Medicina Narrativa: O poder terapêutico da arte e das histórias de cada um
Numa sessão sobre o papel da arte em Oncologia, a pediatra Margarida Lobo Antunes vai partilhar as vantagens da ligação da ciência exata – neste caso, a Medicina – às humanidades, explanando o conceito de Medicina Narrativa, que se inspira nas histórias pessoais dos doentes para fins terapêuticos. Convicta de que a arte cura, a especialista defende que a Medicina Narrativa contribui para melhorar a vida não só dos doentes, mas também dos profissionais de saúde, designadamente numa área com uma carga emocional tão pesada como a Oncologia.

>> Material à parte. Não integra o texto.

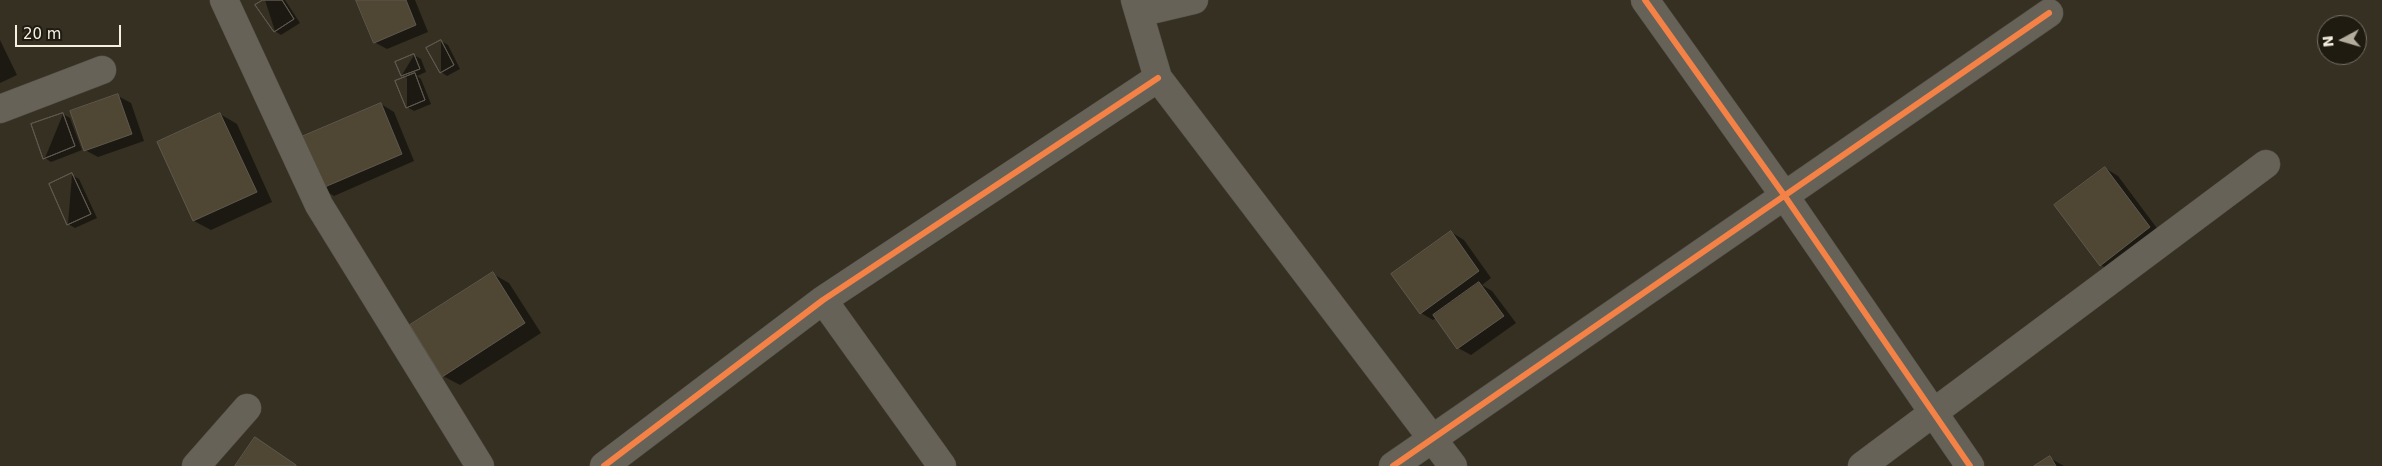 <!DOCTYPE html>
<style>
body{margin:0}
#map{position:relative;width:2382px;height:466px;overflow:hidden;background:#363023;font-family:"DejaVu Sans",sans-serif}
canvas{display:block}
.north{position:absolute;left:2317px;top:15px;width:50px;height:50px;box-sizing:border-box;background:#201b11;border:1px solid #767064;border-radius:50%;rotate:264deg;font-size:14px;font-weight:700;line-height:20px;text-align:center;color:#f6f0e1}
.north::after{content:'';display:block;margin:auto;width:18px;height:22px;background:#b3ad9e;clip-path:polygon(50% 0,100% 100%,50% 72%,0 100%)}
.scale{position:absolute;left:15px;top:25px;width:106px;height:22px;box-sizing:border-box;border:2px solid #f6f0e1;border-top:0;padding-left:6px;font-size:15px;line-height:18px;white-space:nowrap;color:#f6f0e1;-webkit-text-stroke:4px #201b11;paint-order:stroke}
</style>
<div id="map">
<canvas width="2382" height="466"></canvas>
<div class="north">N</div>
<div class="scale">20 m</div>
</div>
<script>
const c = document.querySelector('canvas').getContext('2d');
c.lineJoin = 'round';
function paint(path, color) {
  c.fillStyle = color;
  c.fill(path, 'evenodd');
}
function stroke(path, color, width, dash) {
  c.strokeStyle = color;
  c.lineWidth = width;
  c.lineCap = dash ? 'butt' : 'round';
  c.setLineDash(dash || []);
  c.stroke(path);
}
const shadow = new Path2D(`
 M 265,0 L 285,0 L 300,23 L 281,35 L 275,31 Z
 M 357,0 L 415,0 L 428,32 L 387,49 L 374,42 Z
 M 0,40 L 17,75 L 0,83 Z
 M 441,41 L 448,45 L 460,69 L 447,76 L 441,72 Z
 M 414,55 L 421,59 L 426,72 L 417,76 L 421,79 L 431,104 L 414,111 L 407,107 L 407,78 L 402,75 Z
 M 118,96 L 131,103 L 144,141 L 98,157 L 85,150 Z
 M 381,104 L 394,112 L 414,161 L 334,196 L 321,188 Z
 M 63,114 L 70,118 L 82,150 L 51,162 L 45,158 Z
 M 220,114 L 237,124 L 272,202 L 211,230 L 194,221 L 159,143 Z
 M 2105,168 L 2118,176 L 2162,235 L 2113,272 L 2101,265 Z
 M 72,175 L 79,179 L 97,218 L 75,228 L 68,224 Z
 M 1451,232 L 1464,240 L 1491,278 L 1482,285 L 1492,291 L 1516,323 L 1471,355 L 1458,348 L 1436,318 L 1433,320 L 1421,313 Z
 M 493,274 L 509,283 L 541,333 L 460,385 L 443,376 Z
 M 2050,458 L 2064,466 L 2036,466 Z`);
const building = new Path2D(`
 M 263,0 L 282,0 L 294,19 L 274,32 L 255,5 Z
 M 263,0 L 282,0 L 294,19 L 274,32 L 255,5 Z
 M 356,0 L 406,0 L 416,25 L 374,43 Z
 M 441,40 L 454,65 L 440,73 L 426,48 Z
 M 441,40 L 454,65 L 440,73 L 426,48 Z
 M 414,54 L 420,69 L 401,76 L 395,62 Z
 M 414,54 L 420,69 L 401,76 L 395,62 Z
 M 415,73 L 425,100 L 406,108 L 395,81 Z
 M 415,73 L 425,100 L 406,108 L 395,81 Z
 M 118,94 L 132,134 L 84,151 L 70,111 Z
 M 381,103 L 402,154 L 320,189 L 299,138 Z
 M 63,113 L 75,146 L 43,159 L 31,124 Z
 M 63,113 L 75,146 L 43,159 L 31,124 Z
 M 220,113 L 257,192 L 193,221 L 157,142 Z
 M 2105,167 L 2150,227 L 2100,266 L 2054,205 Z
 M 72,173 L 91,214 L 67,225 L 49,184 Z
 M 72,173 L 91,214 L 67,225 L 49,184 Z
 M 1451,231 L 1479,271 L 1420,314 L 1391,274 Z
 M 493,272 L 525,323 L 442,377 L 410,325 Z
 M 1479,282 L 1504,316 L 1457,349 L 1433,315 Z
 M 255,437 L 296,465 L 296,466 L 235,466 Z
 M 2050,456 L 2056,466 L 2034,466 Z`);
const street = new Path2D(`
 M 224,0 L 319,205 L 480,466
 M 1135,0 L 1158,78 L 1453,466
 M 1645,0 L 1784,195 L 1970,466
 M 1139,13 L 1194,0
 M 0,109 L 102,70
 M 823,300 L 942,466
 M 196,466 L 247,408
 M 604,466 L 823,300 L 1158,78
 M 1393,466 L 2049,13
 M 1862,466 L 2266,164`);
const cycleway = new Path2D(`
 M 1645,0 L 1784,195 L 1970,466
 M 604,466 L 823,300 L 1158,78
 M 1393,466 L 2049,13`);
paint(shadow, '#0007');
paint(building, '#4f4734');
stroke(building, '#5e584e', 1);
stroke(street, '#534e43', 29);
stroke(street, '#666258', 28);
stroke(cycleway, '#f48246', 6);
</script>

A abordagem defendida pela Medicina Narrativa – disciplina que junta os princípios da arte à ciência – assenta na ideia de que a melhoria dos cuidados de saúde ganha força na relação mais próxima entre médico e doente.
Foi nos Estados Unidos da América, no final da década de 90, que este conceito foi cunhado pela médica internista Rita Charon e começou a dar os primeiros passos, assumindo-se com um método centrado no doente e não na doença. De acordo com a pioneira da Medicina Narrativa, há uma necessidade de reconsiderar a relação médico-doente, para (re)valorizar a singularidade e o contexto específico de cada caso, e combater um sistema de saúde que coloca preocupações corporativas e burocráticas acima das necessidades dos pacientes. Só assim se garante a singularidade de cada experiência clínica e a proximidade humana entre profissional de saúde e doente, pressuposto fundamental para melhorar os cuidados de saúde, advoga.
Em Portugal, uma das grandes impulsionadoras deste movimento é a pediatra e coordenadora do Departamento da Criança e do Adolescente no Hospital Lusíadas Lisboa, Margarida Lobo Antunes, que acredita que a arte pode curar e que a Medicina Narrativa contribui para uma melhoria da prestação de cuidados de saúde, tanto na perspetiva dos doentes, como na dos profissionais de saúde.
Antes da Medicina se tornar uma ciência exata, e atualmente com um forte pendor tecnológico, era uma ciência humana, resultado de conversas entre médico e doente e da escuta das queixas do doente pelo médico, recorda a especialista, acrescentando que “a abordagem era feita pelo toque, palpação e colheita da história do doente, mas com a sua evolução, a Medicina, que era uma arte, foi-se transformando numa ciência pura e dura e começando a desligar-se da sua parte humanística”.
A importância da empatia e de “ouvir com outros olhos”
Foi precisamente da necessidade de regressar a estas origens que nasceu a Medicina Narrativa, com vista a redirecionar um sistema de saúde despersonalizado para cuidados de saúde humanizados e atentos a cada doente.
Isto porque, advoga Margarida Lobo Antunes, “conhecer o doente é mais importante do que conhecer a doença. A Medicina está cada vez mais tecnológica e burocrática, mas não há outra maneira de a fazer se não for com empatia e compaixão”.
“Ouvir com outros olhos” foi uma frase que se habituou a ouvir da boca do seu pai, o neurocirurgião João Lobo Antunes, e que coloca a empatia no patamar cimeiro da relação com o outro, que é neste caso o doente. Mas essa é uma prática que nem sempre é fácil e nisso, mais uma vez, a arte pode dar uma ajuda. Para um médico que nunca estudou agricultura, é difícil compreender a história de vida de um doente que sempre viveu no campo e que lhe fala das suas colheitas como a maior das suas conquistas. Mas, se esse médico já tiver lido um livro sobre o assunto ou visto um filme com uma personagem semelhante, mais facilmente vai conseguir “calçar os sapatos” da pessoa que tem à sua frente e ser naturalmente empático.
Ora, na essência da Medicina Narrativa, Rita Charon defende precisamente isso: que a análise de textos literários e o conhecimento da literatura e de histórias pode ajudar os médicos a compreenderem melhor a dimensão dos seus doentes e traz outros benefícios, como a prevenção do burnout, por se tratar de uma forma de escape. O que em Oncologia é especialmente importante, devido à carga emocional associada às doenças oncológicas.
Igualmente determinante em Oncologia, de acordo com a médica, é ir um pouco mais além da máxima “tratar os outros como nós gostaríamos de ser tratados’” e “tratar os outros como eles gostariam de ser tratados”. Mas, para isso, “é imprescindível conhecer a pessoa e as suas histórias”, sustenta.